## [Collected data entries]
________

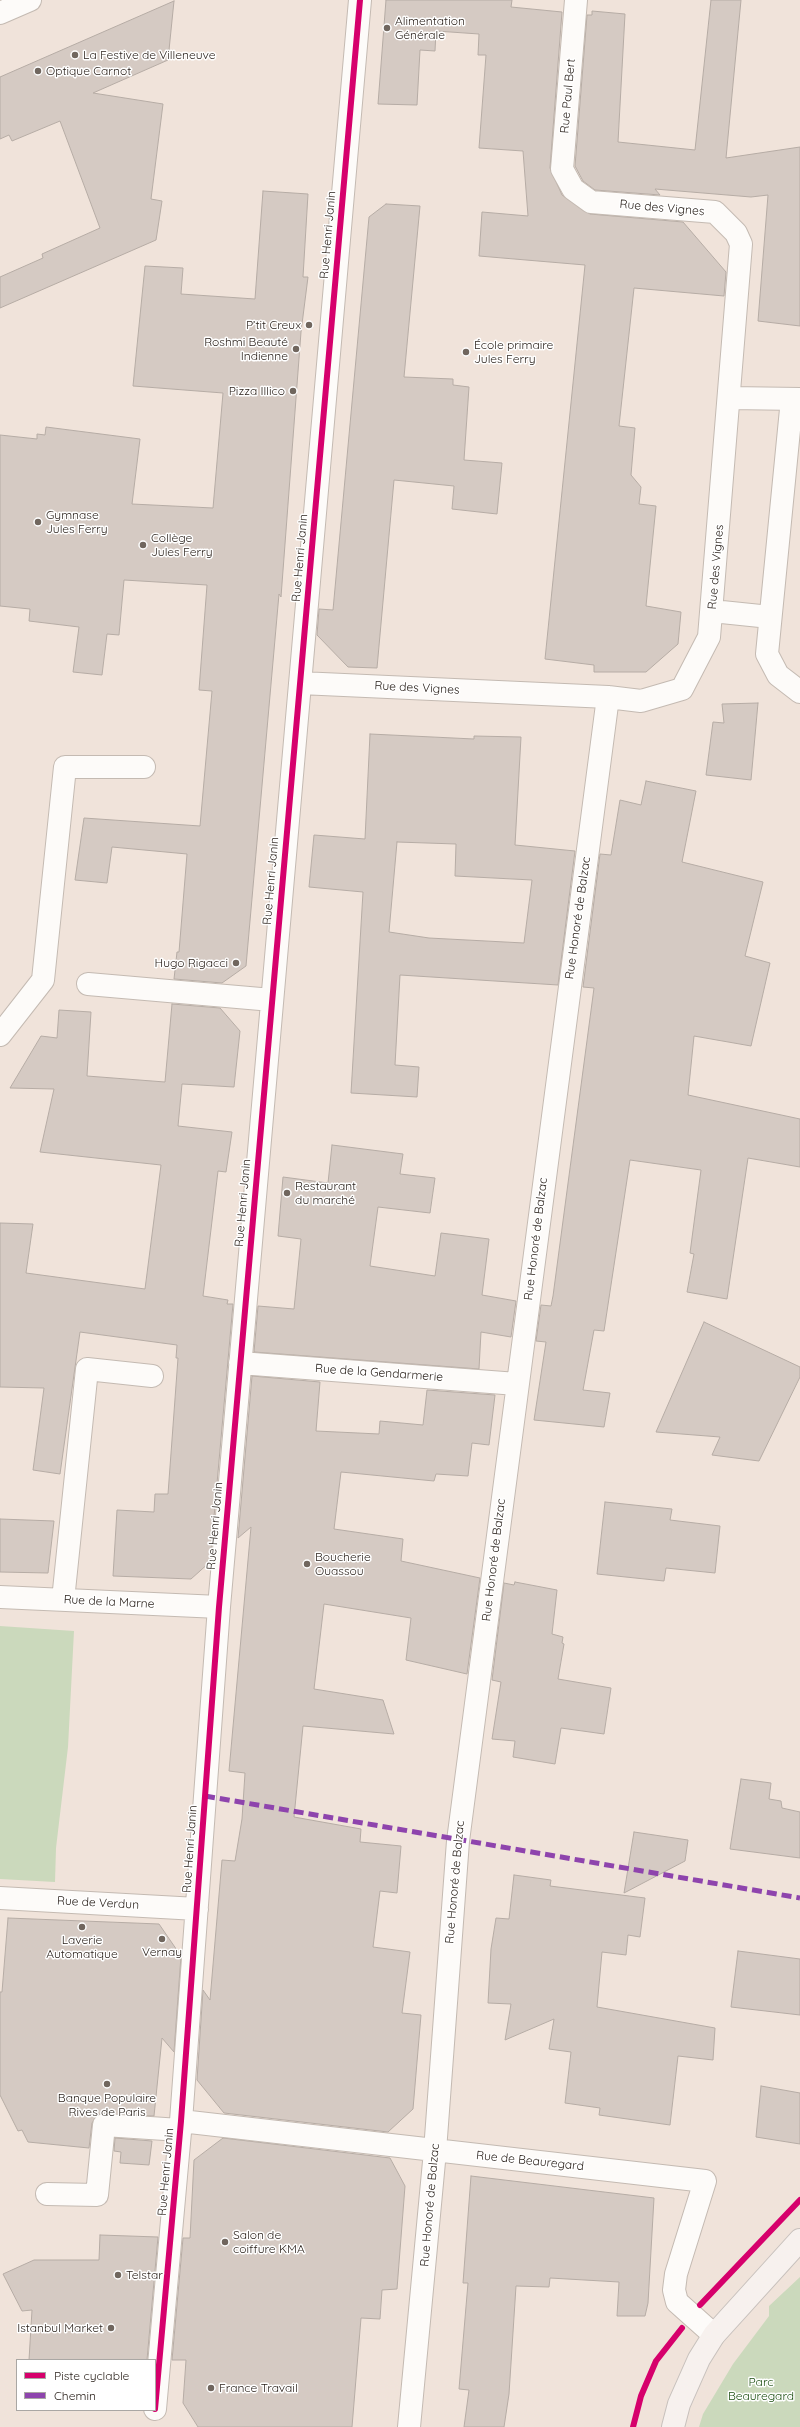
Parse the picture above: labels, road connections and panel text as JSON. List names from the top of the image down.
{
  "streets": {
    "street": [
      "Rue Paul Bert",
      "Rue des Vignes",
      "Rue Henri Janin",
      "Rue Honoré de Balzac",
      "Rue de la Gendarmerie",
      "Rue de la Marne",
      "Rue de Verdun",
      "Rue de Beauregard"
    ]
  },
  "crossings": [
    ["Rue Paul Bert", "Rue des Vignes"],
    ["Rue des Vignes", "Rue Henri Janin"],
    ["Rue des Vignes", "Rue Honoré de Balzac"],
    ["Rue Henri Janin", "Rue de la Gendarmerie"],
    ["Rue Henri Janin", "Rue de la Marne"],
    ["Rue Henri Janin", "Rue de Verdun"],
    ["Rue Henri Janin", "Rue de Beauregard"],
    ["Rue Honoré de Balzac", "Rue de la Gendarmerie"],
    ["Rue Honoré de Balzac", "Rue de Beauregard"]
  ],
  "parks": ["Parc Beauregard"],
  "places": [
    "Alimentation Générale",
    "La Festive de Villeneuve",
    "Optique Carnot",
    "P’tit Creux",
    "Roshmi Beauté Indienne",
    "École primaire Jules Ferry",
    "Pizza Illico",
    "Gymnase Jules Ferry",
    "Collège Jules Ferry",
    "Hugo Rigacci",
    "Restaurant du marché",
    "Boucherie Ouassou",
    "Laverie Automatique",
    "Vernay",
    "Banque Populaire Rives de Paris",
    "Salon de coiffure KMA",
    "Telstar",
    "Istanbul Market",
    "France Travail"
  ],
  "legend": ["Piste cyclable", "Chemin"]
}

________

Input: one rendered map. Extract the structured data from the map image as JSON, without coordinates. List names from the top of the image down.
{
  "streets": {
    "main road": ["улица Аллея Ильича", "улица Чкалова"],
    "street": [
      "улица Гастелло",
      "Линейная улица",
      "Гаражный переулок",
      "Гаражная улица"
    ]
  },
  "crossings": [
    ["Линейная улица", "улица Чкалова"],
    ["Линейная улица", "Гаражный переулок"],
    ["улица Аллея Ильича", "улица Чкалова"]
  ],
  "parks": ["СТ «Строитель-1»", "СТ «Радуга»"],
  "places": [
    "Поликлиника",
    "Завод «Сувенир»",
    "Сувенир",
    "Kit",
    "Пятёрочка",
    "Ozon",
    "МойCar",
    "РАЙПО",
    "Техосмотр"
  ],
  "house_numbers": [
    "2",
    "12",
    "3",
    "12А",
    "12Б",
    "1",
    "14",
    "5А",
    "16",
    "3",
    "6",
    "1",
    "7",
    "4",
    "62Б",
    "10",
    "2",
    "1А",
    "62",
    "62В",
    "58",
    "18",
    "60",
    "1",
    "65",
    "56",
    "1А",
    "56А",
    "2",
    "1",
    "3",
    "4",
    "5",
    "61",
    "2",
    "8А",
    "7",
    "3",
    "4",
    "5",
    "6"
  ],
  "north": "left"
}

________

## [Exercise directions]
Say only how many lines above contain "Balzac", with no other words.

## [Response to the exercise]
4